● **Records shown**:
# # # #
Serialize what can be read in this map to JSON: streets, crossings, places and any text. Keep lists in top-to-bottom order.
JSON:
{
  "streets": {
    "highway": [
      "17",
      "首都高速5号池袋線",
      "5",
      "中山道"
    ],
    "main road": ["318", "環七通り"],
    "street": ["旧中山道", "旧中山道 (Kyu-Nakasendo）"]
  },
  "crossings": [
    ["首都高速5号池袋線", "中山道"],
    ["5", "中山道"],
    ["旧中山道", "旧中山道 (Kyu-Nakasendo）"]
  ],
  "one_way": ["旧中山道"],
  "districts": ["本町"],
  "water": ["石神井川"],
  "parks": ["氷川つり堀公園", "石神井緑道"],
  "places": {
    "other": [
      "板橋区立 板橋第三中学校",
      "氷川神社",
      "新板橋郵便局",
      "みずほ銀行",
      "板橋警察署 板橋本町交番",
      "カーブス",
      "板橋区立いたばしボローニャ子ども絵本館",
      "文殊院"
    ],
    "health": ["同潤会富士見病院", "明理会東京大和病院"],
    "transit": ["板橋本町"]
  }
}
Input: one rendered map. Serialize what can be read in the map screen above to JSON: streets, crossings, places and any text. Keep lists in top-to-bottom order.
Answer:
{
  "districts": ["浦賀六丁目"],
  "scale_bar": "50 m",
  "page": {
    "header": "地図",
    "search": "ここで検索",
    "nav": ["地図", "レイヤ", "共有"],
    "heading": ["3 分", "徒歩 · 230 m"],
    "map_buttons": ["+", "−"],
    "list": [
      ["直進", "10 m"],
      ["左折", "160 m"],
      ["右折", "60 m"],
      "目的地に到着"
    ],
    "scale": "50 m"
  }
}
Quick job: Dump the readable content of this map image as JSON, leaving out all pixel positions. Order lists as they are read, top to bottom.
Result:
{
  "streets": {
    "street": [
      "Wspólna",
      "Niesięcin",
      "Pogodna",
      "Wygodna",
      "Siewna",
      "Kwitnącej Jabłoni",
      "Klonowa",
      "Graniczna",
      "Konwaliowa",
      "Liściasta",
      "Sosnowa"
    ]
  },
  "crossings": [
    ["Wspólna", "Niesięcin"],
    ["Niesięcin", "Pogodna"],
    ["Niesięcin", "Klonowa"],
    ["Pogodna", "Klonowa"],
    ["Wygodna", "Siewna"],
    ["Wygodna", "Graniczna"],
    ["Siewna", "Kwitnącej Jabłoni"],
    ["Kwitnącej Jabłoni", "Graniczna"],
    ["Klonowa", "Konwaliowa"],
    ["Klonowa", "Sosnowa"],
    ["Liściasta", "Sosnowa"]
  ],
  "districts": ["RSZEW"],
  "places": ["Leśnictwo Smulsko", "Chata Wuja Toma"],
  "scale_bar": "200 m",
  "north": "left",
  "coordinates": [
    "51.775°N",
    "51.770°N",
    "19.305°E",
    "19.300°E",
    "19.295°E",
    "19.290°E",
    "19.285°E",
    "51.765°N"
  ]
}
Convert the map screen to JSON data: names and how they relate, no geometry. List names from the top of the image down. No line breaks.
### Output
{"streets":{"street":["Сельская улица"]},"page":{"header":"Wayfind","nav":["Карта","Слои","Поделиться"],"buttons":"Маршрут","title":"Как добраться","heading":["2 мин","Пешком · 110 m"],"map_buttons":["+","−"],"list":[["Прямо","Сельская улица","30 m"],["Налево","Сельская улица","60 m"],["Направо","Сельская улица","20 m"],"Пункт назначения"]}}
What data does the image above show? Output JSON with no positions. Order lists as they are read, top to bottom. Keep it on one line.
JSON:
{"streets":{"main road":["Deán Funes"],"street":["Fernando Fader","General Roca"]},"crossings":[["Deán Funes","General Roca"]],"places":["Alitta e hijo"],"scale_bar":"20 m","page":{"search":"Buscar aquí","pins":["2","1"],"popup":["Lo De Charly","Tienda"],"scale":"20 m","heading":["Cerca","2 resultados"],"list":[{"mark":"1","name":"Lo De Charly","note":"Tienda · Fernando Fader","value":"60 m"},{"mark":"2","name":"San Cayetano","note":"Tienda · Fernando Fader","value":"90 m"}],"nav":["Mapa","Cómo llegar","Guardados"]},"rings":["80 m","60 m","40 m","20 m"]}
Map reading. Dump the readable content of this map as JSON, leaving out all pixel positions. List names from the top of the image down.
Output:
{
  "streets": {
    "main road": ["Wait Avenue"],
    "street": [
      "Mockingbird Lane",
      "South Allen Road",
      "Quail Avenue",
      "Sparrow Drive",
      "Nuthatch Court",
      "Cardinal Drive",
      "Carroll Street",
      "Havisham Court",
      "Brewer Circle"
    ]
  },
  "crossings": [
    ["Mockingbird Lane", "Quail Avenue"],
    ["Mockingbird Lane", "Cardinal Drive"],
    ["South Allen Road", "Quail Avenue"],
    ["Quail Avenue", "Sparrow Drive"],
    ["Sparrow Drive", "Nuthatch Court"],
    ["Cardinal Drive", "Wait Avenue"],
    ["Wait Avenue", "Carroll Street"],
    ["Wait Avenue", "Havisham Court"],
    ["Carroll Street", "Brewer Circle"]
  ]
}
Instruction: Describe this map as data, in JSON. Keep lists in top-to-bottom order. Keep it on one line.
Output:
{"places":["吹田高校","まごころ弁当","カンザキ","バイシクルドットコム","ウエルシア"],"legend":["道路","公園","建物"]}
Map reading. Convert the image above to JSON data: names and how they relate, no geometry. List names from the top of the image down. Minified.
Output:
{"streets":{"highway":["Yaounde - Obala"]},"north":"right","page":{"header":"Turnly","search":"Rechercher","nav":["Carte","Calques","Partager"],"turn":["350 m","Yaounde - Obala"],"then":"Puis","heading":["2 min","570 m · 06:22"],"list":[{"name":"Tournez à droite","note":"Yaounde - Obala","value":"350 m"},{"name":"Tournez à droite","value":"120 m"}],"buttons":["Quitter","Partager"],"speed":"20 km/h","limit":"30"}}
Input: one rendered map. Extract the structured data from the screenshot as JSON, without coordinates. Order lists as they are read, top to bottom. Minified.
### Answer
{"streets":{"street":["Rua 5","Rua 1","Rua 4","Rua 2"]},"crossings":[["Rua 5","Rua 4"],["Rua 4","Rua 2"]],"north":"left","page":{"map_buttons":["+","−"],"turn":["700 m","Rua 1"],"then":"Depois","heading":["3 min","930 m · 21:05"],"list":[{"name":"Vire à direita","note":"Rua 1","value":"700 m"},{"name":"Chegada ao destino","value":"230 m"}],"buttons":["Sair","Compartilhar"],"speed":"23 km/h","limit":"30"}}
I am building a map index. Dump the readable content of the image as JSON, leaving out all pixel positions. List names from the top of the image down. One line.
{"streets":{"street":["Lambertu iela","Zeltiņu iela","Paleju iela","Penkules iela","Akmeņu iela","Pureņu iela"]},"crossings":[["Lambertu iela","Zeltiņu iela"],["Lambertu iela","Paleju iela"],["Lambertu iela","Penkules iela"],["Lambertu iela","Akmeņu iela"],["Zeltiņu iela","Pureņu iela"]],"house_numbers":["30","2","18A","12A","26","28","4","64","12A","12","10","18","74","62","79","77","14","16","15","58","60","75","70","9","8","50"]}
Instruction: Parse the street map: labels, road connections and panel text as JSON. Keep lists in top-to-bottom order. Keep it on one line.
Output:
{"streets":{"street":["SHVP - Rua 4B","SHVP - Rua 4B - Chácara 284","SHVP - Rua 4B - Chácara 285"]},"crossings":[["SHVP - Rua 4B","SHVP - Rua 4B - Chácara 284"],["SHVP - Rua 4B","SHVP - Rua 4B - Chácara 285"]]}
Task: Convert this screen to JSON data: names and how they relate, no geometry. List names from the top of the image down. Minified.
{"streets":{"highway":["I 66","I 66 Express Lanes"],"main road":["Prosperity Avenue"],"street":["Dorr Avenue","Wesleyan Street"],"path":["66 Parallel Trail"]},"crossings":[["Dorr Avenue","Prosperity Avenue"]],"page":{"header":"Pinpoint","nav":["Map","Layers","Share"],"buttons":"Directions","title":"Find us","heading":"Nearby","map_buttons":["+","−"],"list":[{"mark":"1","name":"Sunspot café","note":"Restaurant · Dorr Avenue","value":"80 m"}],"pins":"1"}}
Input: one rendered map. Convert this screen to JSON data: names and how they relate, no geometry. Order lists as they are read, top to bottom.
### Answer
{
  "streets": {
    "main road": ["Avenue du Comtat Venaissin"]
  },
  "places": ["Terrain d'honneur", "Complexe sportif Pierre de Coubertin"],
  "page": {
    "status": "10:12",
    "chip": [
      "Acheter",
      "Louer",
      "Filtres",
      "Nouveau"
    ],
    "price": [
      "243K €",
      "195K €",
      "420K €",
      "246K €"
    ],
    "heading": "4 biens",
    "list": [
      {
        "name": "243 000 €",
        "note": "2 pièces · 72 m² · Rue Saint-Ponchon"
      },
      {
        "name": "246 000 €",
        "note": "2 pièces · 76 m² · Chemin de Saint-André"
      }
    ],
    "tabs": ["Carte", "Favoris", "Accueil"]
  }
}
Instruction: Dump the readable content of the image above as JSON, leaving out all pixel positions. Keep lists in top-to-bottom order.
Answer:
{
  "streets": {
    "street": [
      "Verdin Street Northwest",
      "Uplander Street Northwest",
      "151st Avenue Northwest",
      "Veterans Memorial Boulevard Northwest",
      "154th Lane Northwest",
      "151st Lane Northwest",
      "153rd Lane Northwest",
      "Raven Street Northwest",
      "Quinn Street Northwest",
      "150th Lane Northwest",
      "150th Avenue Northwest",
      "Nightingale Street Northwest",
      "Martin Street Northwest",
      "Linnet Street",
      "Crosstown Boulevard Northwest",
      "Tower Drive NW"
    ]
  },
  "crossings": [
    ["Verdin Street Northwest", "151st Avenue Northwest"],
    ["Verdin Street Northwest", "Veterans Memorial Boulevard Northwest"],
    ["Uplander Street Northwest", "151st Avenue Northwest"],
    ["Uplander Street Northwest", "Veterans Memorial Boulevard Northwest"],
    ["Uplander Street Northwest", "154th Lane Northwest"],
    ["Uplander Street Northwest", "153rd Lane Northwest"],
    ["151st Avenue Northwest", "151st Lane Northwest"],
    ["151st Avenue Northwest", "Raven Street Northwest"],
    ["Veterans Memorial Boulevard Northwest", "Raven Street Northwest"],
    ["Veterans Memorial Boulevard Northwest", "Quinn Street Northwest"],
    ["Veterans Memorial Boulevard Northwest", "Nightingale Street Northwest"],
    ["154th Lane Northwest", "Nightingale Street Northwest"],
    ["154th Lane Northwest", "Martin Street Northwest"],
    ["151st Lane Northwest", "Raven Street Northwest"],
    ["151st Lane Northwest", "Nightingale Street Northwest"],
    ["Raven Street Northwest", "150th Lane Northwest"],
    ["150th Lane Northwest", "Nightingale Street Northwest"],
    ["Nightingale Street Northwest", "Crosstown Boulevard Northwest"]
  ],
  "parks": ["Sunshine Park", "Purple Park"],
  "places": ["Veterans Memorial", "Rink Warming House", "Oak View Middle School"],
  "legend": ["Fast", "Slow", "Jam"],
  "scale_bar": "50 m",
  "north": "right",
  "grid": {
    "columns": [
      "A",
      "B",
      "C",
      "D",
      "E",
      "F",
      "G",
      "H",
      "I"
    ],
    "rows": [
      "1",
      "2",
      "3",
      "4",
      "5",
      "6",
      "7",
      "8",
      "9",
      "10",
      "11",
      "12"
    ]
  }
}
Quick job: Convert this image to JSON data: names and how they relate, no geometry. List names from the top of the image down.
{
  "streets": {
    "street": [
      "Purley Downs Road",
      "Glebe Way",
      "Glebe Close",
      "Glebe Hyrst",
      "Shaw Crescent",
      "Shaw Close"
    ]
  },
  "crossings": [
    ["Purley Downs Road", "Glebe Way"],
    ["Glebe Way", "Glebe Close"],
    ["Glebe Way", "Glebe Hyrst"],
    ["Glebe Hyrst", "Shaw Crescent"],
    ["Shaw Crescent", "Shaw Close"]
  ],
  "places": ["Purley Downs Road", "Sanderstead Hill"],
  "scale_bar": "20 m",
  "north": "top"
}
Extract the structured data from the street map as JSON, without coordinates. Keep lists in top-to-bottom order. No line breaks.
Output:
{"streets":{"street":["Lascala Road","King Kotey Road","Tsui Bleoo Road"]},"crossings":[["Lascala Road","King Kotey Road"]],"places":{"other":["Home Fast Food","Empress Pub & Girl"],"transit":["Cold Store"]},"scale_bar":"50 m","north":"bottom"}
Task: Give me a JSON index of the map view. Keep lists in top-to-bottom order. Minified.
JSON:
# # # #
● **Work required**:
Above are some records; copy each line there that contains "without".

● **Result**:
Input: one rendered map. Extract the structured data from the screenshot as JSON, without coordinates. Order lists as they are read, top to bottom. Minified.
Extract the structured data from the street map as JSON, without coordinates. Keep lists in top-to-bottom order. No line breaks.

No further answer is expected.